> WORK ORDER: What's wanted is each entry repeated verbatim, minus its images.

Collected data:
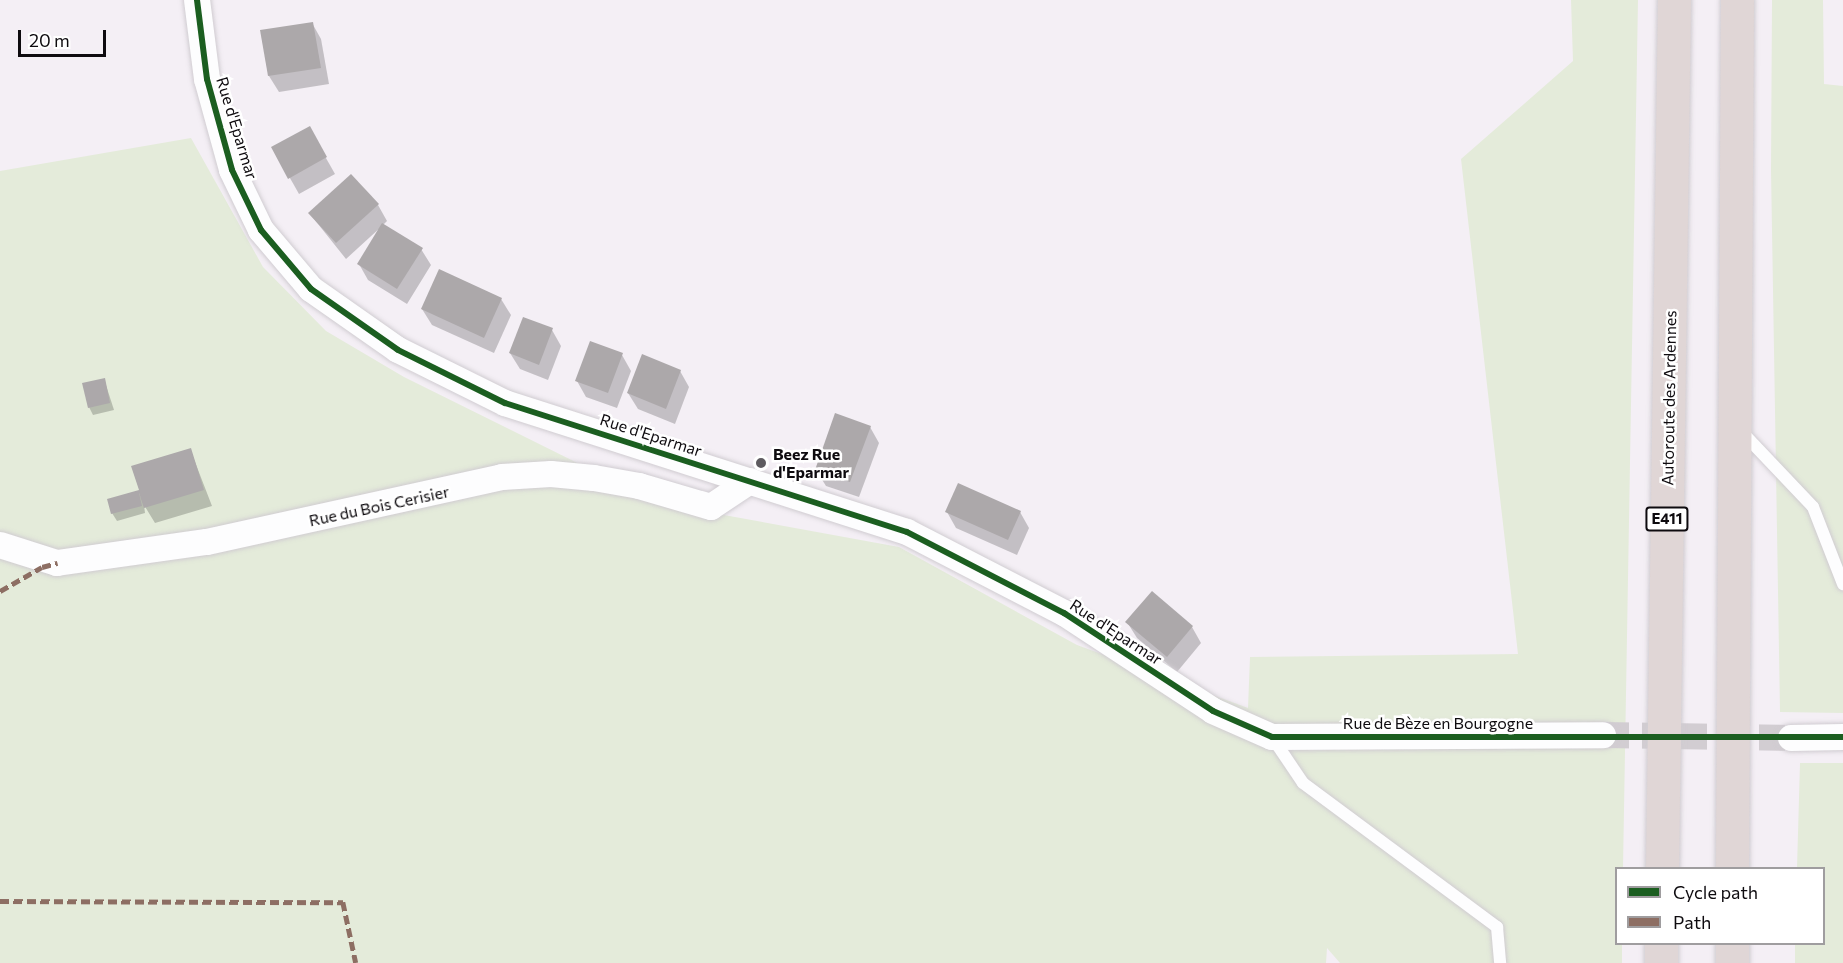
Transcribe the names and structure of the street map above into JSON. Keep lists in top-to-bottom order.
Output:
{
  "streets": {
    "highway": ["Autoroute des Ardennes", "E411"],
    "street": ["Rue d'Eparmar", "Rue du Bois Cerisier", "Rue de Bèze en Bourgogne"]
  },
  "crossings": [
    ["Rue d'Eparmar", "Rue du Bois Cerisier"],
    ["Rue d'Eparmar", "Rue de Bèze en Bourgogne"]
  ],
  "places": ["Beez Rue d'Eparmar"],
  "legend": ["Cycle path", "Path"],
  "scale_bar": "20 m"
}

> THE ANSWER:
Transcribe the names and structure of the street map above into JSON. Keep lists in top-to-bottom order.
Output:
{
  "streets": {
    "highway": ["Autoroute des Ardennes", "E411"],
    "street": ["Rue d'Eparmar", "Rue du Bois Cerisier", "Rue de Bèze en Bourgogne"]
  },
  "crossings": [
    ["Rue d'Eparmar", "Rue du Bois Cerisier"],
    ["Rue d'Eparmar", "Rue de Bèze en Bourgogne"]
  ],
  "places": ["Beez Rue d'Eparmar"],
  "legend": ["Cycle path", "Path"],
  "scale_bar": "20 m"
}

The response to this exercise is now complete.